PROMPT ->
What lines below mention the word "stream"? Copy each one.

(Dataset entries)
--

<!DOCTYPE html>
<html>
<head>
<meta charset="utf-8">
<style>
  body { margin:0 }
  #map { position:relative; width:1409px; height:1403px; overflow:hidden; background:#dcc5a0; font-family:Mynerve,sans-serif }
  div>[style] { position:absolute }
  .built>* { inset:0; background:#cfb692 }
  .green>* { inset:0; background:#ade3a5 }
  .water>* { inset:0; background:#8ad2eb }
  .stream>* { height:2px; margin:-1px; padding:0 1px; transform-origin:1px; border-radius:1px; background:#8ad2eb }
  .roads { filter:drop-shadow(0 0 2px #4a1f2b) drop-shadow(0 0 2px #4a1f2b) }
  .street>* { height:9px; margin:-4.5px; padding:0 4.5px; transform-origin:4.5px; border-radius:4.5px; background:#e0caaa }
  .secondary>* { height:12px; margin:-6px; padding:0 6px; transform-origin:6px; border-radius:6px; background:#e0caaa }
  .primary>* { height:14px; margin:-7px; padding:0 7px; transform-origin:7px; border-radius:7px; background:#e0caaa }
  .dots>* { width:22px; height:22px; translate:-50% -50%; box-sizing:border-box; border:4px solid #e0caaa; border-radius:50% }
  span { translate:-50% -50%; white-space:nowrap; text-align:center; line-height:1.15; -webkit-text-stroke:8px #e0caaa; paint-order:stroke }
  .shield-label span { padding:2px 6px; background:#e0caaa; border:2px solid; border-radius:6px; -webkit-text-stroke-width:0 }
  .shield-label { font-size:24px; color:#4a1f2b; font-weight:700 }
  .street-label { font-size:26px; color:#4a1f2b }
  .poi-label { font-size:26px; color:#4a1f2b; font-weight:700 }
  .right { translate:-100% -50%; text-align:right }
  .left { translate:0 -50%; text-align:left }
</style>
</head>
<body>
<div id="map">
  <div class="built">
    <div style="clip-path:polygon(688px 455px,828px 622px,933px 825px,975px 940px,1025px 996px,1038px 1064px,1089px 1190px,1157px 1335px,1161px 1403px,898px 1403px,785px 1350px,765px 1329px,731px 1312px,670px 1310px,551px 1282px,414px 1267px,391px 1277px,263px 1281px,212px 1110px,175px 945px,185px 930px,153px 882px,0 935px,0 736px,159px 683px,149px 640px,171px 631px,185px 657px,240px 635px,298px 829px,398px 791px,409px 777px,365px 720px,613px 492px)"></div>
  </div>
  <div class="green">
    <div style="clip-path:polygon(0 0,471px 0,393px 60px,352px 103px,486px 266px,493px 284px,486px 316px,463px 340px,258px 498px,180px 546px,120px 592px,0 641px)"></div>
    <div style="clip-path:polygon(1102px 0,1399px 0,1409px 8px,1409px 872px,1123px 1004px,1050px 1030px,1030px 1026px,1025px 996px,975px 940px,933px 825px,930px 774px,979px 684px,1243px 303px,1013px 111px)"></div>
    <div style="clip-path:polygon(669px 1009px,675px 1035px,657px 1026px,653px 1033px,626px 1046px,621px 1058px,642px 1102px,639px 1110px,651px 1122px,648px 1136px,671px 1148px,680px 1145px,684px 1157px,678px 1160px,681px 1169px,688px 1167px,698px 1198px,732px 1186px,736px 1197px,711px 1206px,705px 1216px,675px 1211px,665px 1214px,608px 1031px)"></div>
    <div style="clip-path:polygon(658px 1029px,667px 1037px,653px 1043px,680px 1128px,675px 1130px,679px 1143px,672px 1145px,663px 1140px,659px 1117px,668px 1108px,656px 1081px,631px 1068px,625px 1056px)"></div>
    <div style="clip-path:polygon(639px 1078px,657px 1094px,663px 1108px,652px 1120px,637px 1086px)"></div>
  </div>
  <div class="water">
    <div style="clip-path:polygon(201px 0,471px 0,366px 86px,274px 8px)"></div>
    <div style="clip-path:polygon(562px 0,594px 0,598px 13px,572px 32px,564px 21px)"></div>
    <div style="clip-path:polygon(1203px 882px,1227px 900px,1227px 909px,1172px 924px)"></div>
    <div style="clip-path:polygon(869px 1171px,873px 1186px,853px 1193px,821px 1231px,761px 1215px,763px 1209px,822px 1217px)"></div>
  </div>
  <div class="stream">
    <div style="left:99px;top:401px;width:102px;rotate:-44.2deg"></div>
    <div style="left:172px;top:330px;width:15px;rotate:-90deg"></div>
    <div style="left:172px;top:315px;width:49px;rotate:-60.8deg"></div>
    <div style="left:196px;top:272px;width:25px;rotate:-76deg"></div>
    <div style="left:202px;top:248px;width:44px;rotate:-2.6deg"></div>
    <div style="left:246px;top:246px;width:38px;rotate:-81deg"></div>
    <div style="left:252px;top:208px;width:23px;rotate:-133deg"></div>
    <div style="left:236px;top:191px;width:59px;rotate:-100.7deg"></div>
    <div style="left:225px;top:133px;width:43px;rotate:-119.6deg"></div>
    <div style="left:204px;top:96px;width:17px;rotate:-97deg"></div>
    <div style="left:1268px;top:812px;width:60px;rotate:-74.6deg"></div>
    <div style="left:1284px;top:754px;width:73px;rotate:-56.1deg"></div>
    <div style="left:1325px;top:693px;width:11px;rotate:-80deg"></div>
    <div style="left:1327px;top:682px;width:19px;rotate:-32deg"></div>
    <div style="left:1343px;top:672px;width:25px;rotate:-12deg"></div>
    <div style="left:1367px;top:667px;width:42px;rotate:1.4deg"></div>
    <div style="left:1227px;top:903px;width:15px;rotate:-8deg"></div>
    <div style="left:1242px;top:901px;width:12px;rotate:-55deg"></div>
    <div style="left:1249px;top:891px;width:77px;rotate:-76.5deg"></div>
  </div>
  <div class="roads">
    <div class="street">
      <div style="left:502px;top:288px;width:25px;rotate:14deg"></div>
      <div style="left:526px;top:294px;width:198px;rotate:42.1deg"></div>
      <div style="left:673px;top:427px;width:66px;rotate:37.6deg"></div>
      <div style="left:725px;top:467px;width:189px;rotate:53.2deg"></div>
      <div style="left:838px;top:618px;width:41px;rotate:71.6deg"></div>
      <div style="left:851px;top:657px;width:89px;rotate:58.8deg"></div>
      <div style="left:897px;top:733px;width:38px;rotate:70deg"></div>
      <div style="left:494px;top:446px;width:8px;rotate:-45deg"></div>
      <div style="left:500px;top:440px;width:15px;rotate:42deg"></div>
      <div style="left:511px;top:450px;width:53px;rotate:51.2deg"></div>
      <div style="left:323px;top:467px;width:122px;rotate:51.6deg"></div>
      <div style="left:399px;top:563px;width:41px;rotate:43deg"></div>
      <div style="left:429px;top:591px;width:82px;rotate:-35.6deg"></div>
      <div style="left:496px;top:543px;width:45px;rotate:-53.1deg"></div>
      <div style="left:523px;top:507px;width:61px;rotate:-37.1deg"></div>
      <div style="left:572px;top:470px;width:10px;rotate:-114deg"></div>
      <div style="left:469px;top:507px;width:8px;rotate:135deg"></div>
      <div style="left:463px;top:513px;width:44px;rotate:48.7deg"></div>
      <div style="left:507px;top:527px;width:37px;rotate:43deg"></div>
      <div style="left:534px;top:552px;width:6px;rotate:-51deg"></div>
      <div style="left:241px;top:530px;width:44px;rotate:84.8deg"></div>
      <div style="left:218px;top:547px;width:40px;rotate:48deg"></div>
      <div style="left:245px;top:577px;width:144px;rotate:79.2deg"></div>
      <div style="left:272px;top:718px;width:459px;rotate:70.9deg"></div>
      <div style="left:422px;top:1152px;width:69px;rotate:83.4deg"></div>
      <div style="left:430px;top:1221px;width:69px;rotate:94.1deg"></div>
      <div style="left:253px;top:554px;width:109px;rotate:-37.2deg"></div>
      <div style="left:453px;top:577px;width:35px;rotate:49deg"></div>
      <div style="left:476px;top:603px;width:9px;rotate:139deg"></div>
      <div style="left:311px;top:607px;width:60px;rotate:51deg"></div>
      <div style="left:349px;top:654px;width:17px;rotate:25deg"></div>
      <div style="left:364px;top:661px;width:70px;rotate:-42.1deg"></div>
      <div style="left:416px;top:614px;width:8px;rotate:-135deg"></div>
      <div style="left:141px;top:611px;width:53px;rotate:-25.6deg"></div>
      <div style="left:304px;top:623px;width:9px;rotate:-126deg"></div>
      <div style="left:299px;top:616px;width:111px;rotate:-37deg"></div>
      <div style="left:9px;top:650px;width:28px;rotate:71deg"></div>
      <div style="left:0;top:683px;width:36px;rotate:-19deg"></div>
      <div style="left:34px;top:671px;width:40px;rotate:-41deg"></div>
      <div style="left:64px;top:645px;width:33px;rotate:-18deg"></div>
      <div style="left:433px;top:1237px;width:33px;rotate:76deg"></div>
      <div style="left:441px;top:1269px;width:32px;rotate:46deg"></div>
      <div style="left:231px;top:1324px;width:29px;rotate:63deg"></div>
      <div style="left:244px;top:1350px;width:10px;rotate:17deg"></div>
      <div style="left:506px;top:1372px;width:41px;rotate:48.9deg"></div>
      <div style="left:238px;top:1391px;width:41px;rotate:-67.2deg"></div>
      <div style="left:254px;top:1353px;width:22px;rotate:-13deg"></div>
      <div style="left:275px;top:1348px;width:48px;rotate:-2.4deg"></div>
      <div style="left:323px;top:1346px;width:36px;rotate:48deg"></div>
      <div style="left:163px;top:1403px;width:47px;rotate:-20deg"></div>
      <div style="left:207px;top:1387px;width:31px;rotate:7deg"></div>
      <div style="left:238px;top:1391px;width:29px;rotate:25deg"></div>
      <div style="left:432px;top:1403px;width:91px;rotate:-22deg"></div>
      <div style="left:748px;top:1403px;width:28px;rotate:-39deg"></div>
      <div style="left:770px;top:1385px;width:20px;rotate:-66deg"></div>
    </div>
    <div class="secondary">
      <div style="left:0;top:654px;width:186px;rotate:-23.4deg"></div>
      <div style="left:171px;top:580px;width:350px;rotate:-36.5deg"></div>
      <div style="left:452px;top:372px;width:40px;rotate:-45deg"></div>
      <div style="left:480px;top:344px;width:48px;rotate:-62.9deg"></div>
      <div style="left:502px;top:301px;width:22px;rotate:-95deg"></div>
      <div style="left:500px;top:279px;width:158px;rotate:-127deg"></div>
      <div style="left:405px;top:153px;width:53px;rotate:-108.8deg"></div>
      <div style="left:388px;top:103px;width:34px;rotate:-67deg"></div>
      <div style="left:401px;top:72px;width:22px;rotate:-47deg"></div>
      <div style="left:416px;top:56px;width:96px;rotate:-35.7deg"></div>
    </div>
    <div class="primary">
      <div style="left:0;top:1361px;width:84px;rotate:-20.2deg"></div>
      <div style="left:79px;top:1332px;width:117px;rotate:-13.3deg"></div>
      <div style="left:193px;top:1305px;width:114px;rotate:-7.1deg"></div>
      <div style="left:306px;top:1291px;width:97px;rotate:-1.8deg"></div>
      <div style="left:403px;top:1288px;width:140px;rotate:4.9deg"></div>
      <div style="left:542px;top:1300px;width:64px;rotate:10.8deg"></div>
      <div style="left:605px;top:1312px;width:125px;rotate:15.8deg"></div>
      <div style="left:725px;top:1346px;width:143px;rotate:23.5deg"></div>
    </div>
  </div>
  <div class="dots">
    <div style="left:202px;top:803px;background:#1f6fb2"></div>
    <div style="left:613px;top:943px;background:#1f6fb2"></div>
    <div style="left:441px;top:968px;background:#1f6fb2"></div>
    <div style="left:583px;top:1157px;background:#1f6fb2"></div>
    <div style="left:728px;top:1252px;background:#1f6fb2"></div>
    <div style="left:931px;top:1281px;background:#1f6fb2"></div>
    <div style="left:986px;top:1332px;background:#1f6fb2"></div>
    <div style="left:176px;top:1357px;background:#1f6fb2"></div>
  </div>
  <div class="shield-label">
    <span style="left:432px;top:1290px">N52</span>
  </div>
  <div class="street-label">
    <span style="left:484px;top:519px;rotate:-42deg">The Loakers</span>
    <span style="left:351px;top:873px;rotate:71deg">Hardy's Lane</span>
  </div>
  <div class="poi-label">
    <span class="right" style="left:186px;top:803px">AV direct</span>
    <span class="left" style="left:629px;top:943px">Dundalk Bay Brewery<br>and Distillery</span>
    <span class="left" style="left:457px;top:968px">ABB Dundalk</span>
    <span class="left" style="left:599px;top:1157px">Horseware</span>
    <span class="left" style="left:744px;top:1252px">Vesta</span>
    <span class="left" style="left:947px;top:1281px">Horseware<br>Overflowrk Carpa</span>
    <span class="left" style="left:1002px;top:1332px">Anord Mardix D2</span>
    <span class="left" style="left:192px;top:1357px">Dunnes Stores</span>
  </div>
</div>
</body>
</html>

--

ANSWER TO THIS EXERCISE ->
  .stream>* { height:2px; margin:-1px; padding:0 1px; transform-origin:1px; border-radius:1px; background:#8ad2eb }
  <div class="stream">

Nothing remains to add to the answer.